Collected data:
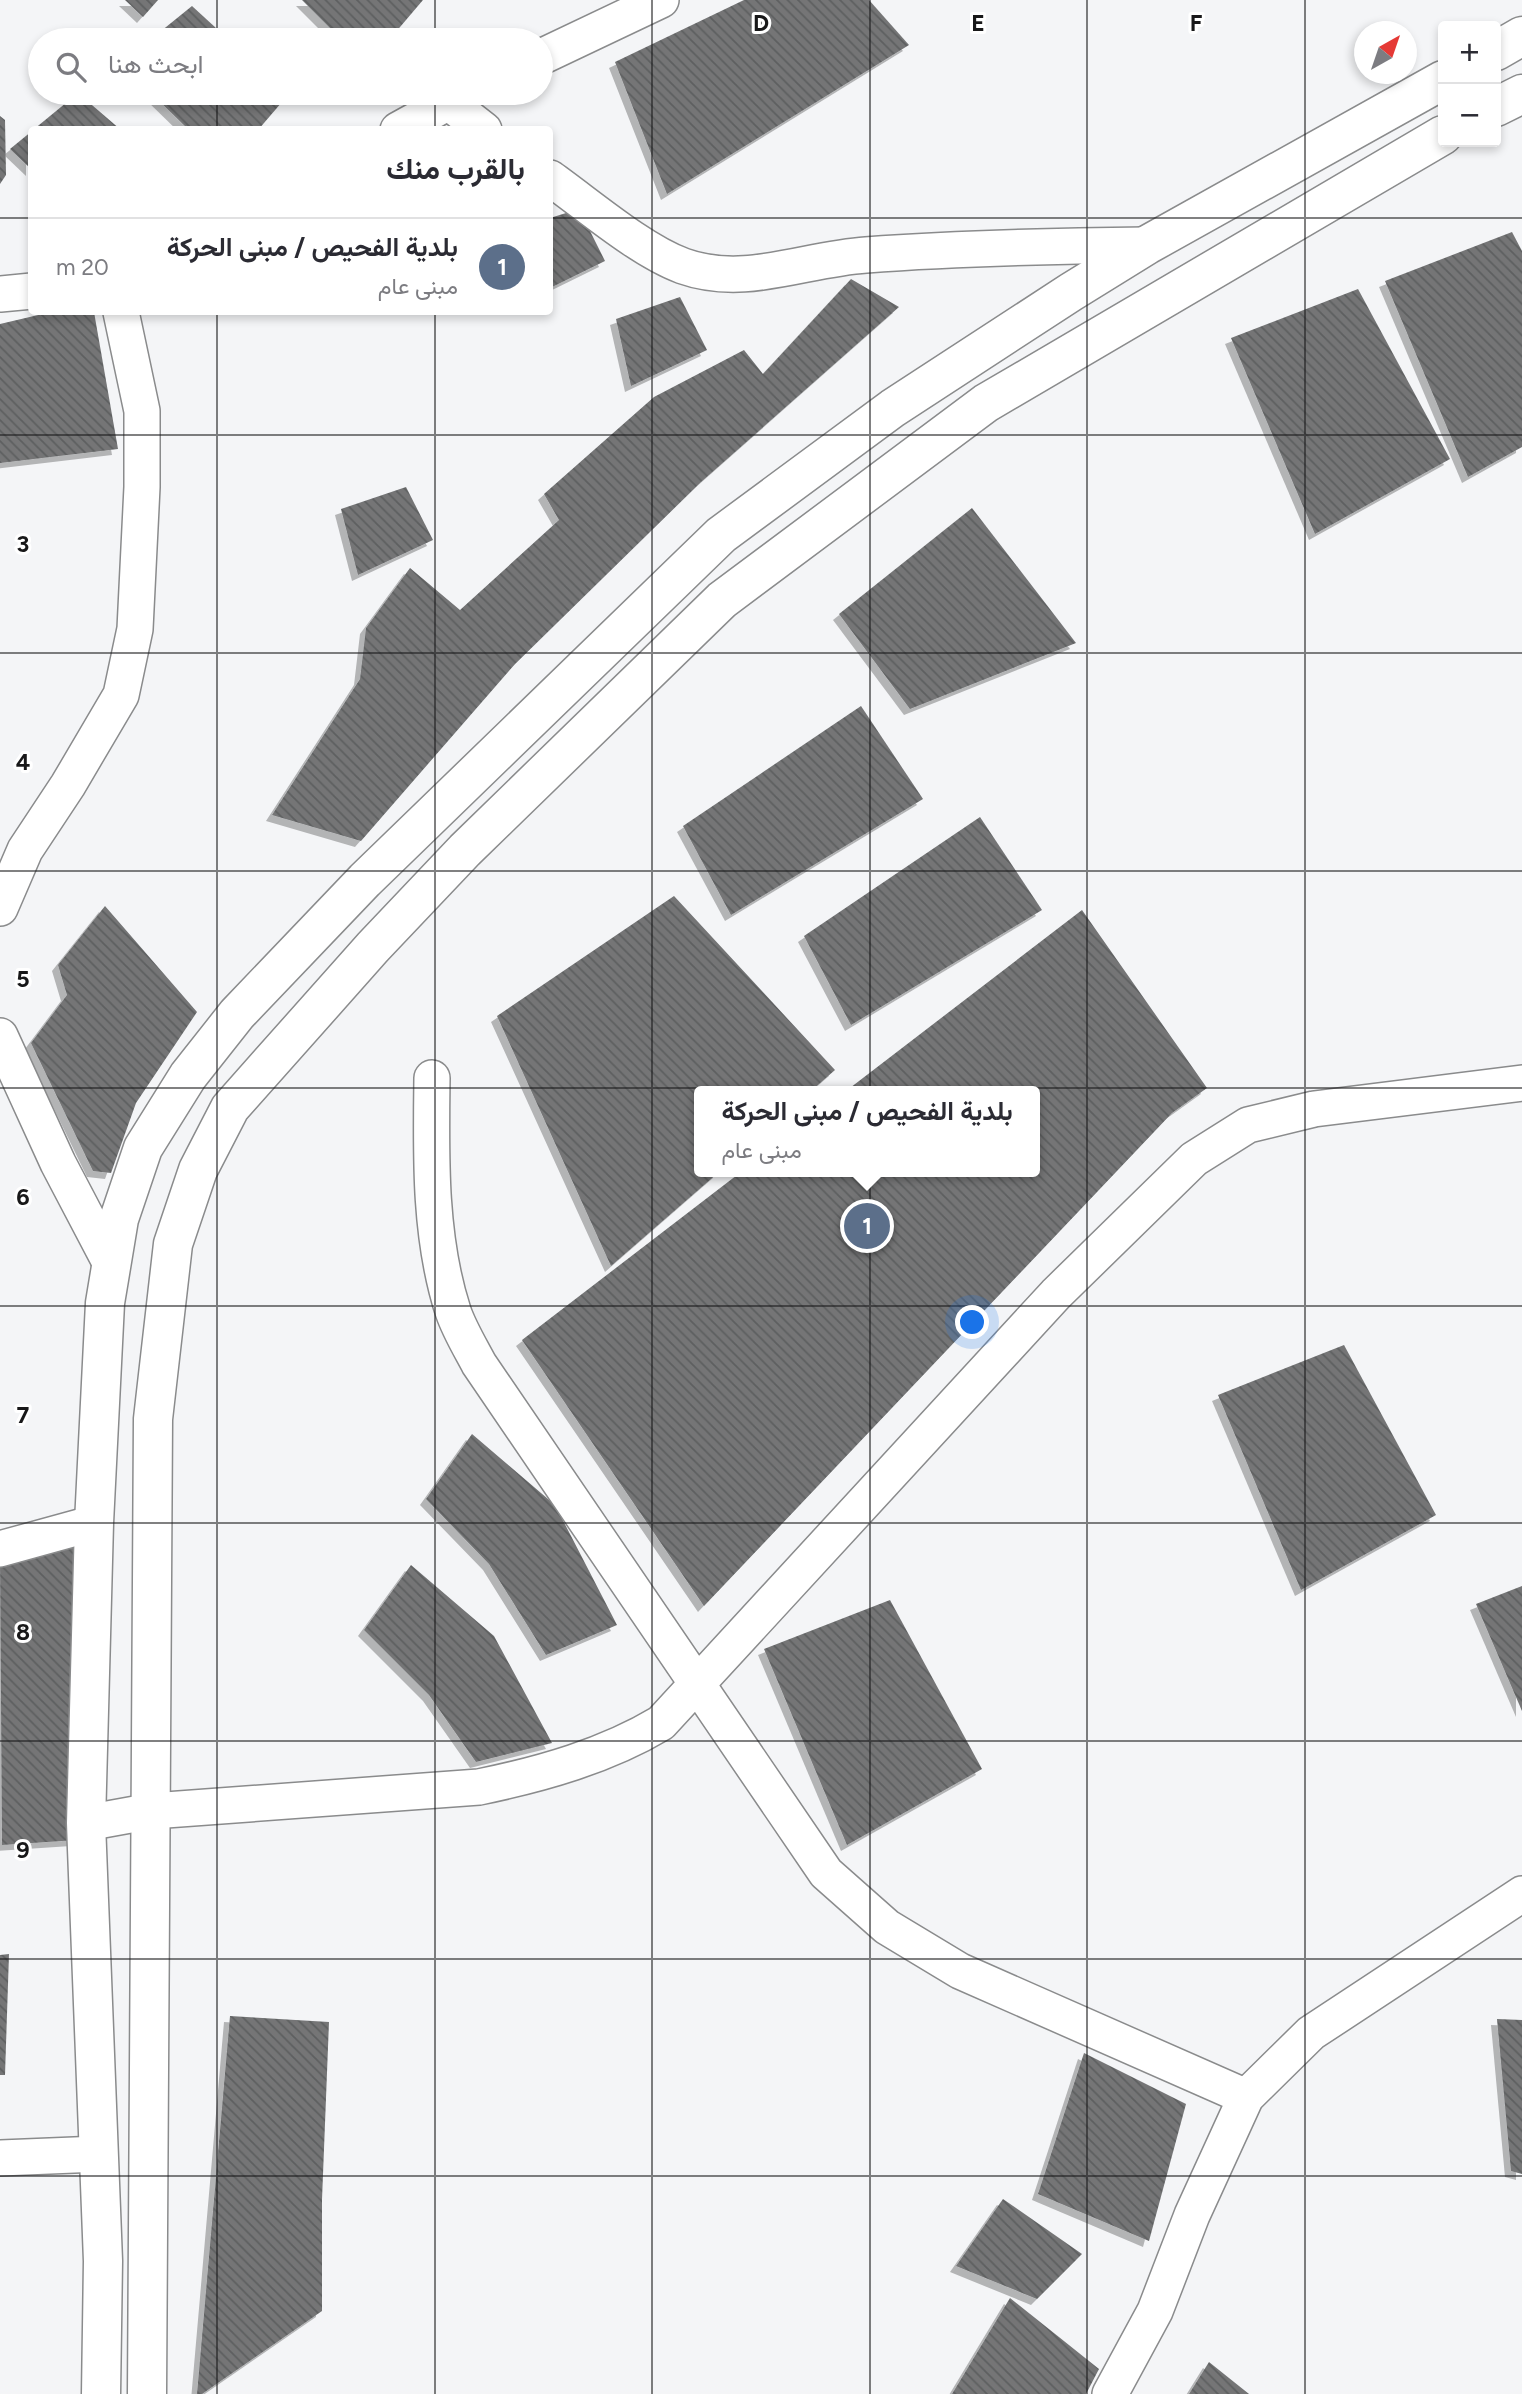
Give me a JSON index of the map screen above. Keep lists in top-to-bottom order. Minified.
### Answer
{"north":"top right","page":{"map_buttons":["+","−"],"search":"ابحث هنا","heading":"بالقرب منك","list":[{"mark":"1","name":"بلدية الفحيص / مبنى الحركة","note":"مبنى عام","value":"20 m"}],"popup":["بلدية الفحيص / مبنى الحركة","مبنى عام"],"pins":"1"},"grid":{"columns":["D","E","F"],"rows":["3","4","5","6","7","8","9"]}}
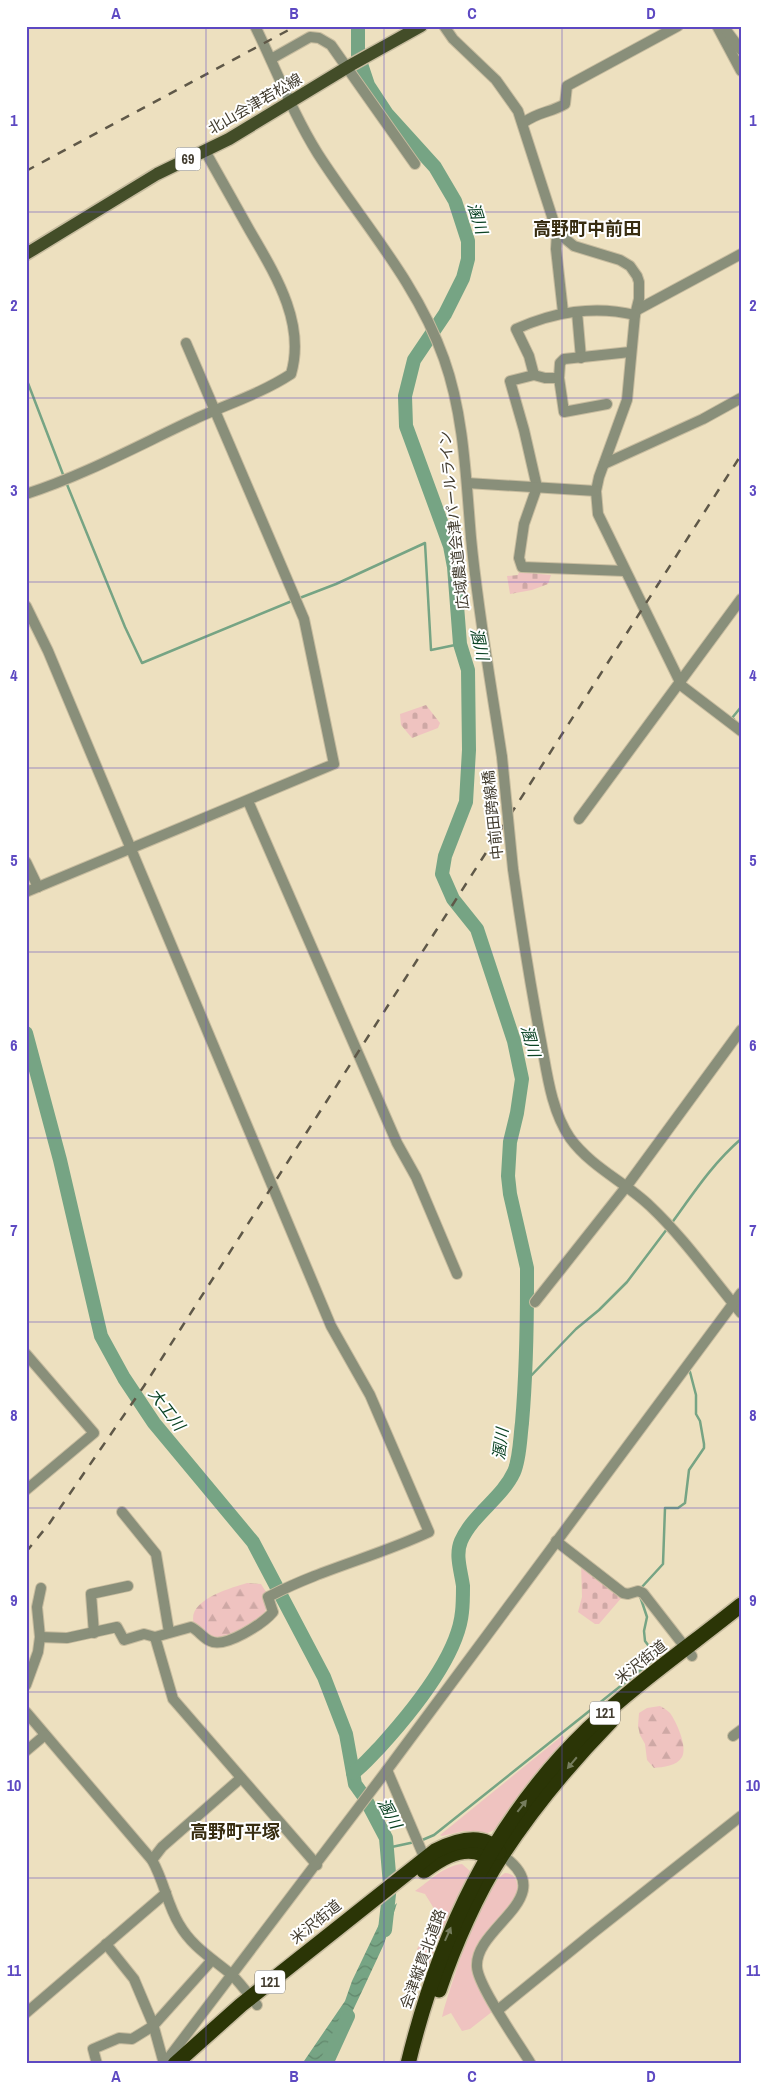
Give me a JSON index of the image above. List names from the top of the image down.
{
  "streets": {
    "highway": ["米沢街道", "121", "会津縦貫北道路"],
    "main road": ["北山会津若松線", "69"],
    "street": ["広域農道会津パールライン", "中前田跨線橋"]
  },
  "crossings": [
    ["北山会津若松線", "広域農道会津パールライン"],
    ["広域農道会津パールライン", "中前田跨線橋"],
    ["米沢街道", "会津縦貫北道路"]
  ],
  "districts": ["高野町中前田", "高野町平塚"],
  "water": ["溷川", "大工川"],
  "grid": {
    "columns": [
      "A",
      "B",
      "C",
      "D"
    ],
    "rows": [
      "1",
      "2",
      "3",
      "4",
      "5",
      "6",
      "7",
      "8",
      "9",
      "10",
      "11"
    ]
  }
}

● Goal of the exercise: Copy each line above exactly, with no images.

● Result of this task:
Give me a JSON index of the map screen above. Keep lists in top-to-bottom order. Minified.
### Answer
{"north":"top right","page":{"map_buttons":["+","−"],"search":"ابحث هنا","heading":"بالقرب منك","list":[{"mark":"1","name":"بلدية الفحيص / مبنى الحركة","note":"مبنى عام","value":"20 m"}],"popup":["بلدية الفحيص / مبنى الحركة","مبنى عام"],"pins":"1"},"grid":{"columns":["D","E","F"],"rows":["3","4","5","6","7","8","9"]}}
Give me a JSON index of the image above. List names from the top of the image down.
{
  "streets": {
    "highway": ["米沢街道", "121", "会津縦貫北道路"],
    "main road": ["北山会津若松線", "69"],
    "street": ["広域農道会津パールライン", "中前田跨線橋"]
  },
  "crossings": [
    ["北山会津若松線", "広域農道会津パールライン"],
    ["広域農道会津パールライン", "中前田跨線橋"],
    ["米沢街道", "会津縦貫北道路"]
  ],
  "districts": ["高野町中前田", "高野町平塚"],
  "water": ["溷川", "大工川"],
  "grid": {
    "columns": [
      "A",
      "B",
      "C",
      "D"
    ],
    "rows": [
      "1",
      "2",
      "3",
      "4",
      "5",
      "6",
      "7",
      "8",
      "9",
      "10",
      "11"
    ]
  }
}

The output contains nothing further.